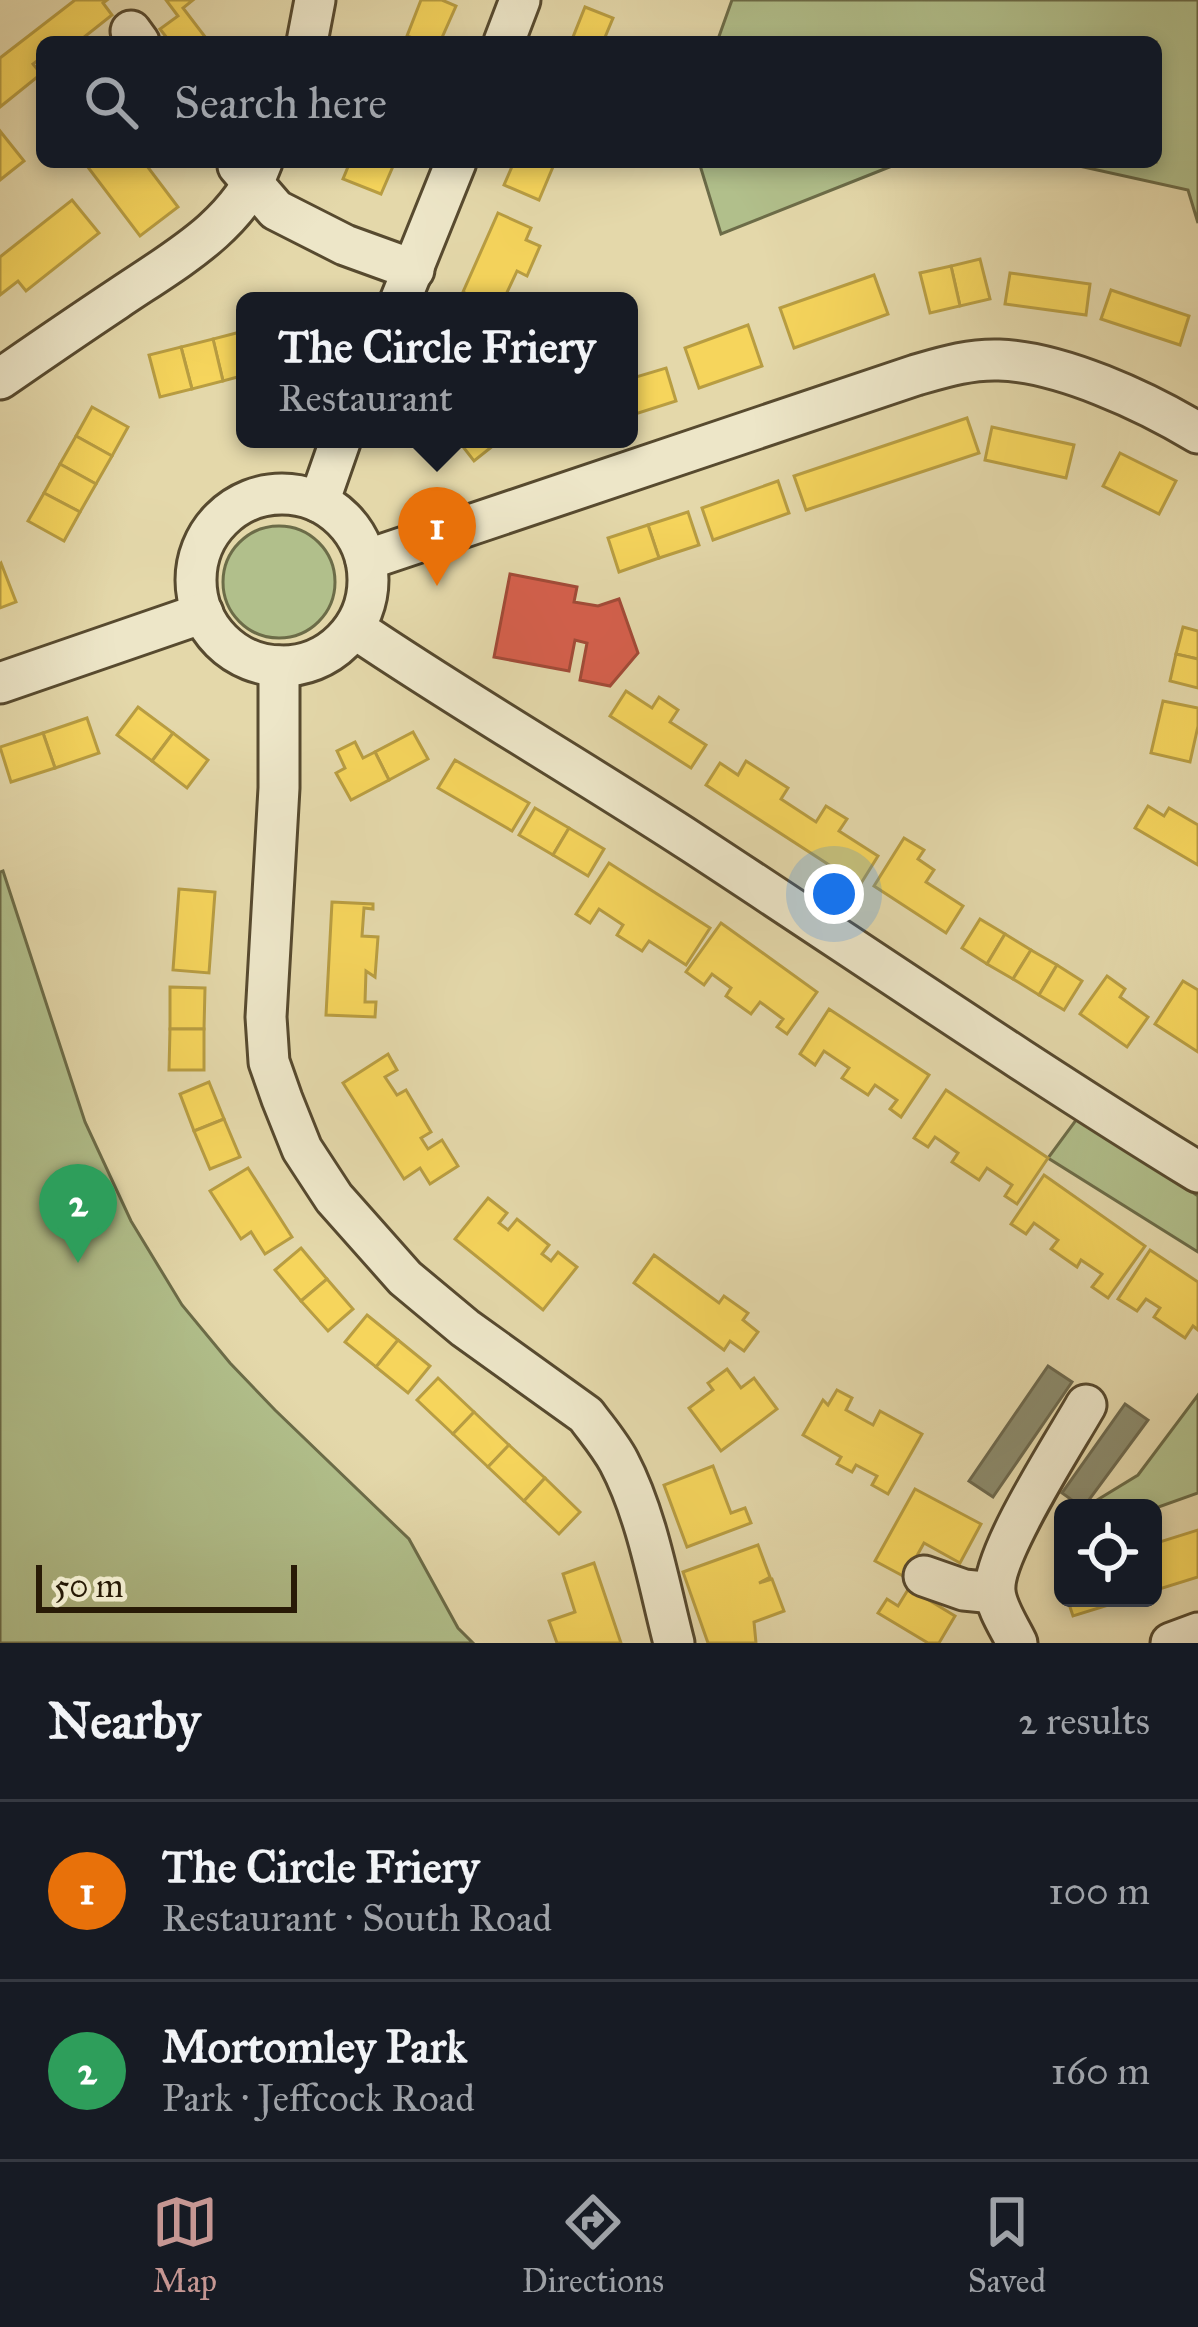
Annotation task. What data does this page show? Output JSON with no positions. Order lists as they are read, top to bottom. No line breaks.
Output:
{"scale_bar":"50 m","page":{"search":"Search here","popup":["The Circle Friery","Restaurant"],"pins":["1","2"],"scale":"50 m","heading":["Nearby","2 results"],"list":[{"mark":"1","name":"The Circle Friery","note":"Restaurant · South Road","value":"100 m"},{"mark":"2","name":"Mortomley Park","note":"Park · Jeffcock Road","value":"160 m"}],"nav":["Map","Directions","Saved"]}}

...

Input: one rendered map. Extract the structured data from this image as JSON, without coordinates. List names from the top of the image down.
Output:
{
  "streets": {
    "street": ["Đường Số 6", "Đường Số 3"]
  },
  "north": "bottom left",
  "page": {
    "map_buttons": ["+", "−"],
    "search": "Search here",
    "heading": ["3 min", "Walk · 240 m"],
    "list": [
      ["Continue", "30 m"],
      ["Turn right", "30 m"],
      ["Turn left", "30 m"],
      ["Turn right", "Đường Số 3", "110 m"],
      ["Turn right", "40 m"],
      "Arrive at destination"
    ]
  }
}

■ **WORK ITEM**
The answer must be every line from the records above that contains the word "data", copied out.

■ **RESULT**
Annotation task. What data does this page show? Output JSON with no positions. Order lists as they are read, top to bottom. No line breaks.
Input: one rendered map. Extract the structured data from this image as JSON, without coordinates. List names from the top of the image down.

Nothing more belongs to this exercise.